Mood Role Plays

How do moods and emotions affect group dynamics?

Take the group's pulse by going around the room and having each student state one word that describes how he/she is feeling at that moment. Then divide the class into subgroups so that everyone in each subgroup has a similar mood state (usually, the subgroups fall into somewhat generic categories of "anxious/stressed, relaxed/satisfied, happy/feeling-good, angry/annoyed," etc.)

Have each group discuss their mood state among themselves and then create a role play that illustrates that mood. It can be any scenario of their choice. Each group then takes turns improvising their role play before the class.

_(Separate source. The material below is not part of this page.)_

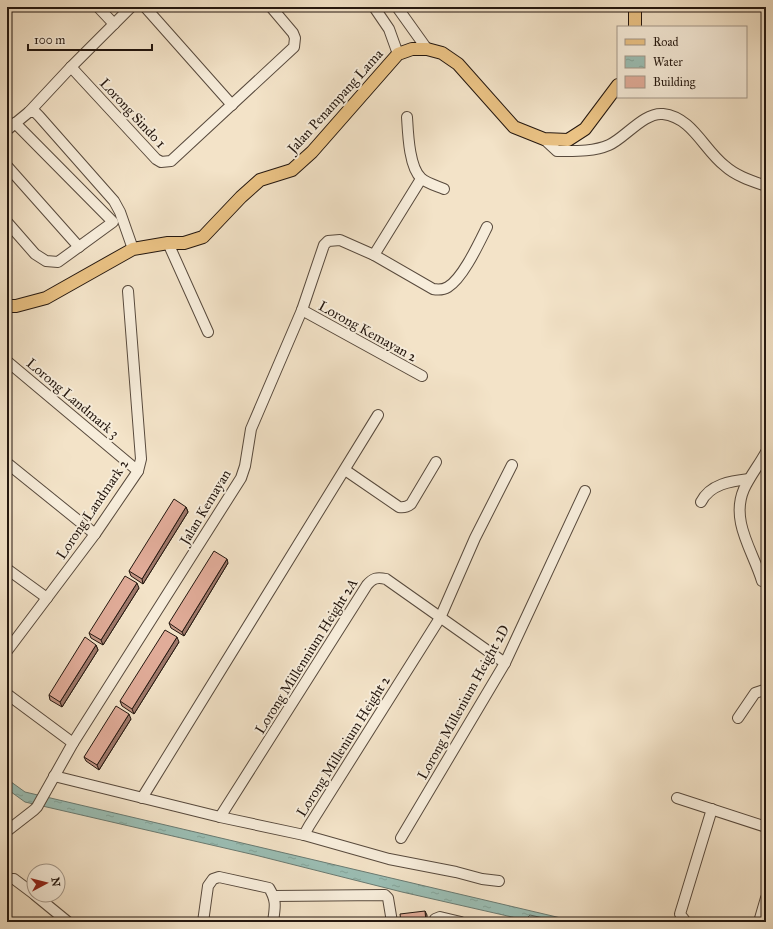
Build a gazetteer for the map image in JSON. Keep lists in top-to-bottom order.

After each role play, the entire class can discuss how that particular mood affects group dynamics - for example, how are communication patterns, body language, group cohesion, task performance, self-disclosure, the kinds of topics discussed, etc. affected by the emotion in the group.

After all the role plays are finished, have one person from each of the groups come up for one final role play. Ask the class to decide what people would be the best choices (based on the previous role plays), but make sure the people are willing to volunteer. This last role play can be an improvised scene chosen by the class or by you. I usually suggest that they improvise a scene where they are all sitting at table at a wedding reception. This last role play helps illustrate how people in different mood states may interact with each other, and how each person contributes to the overall group dynamics.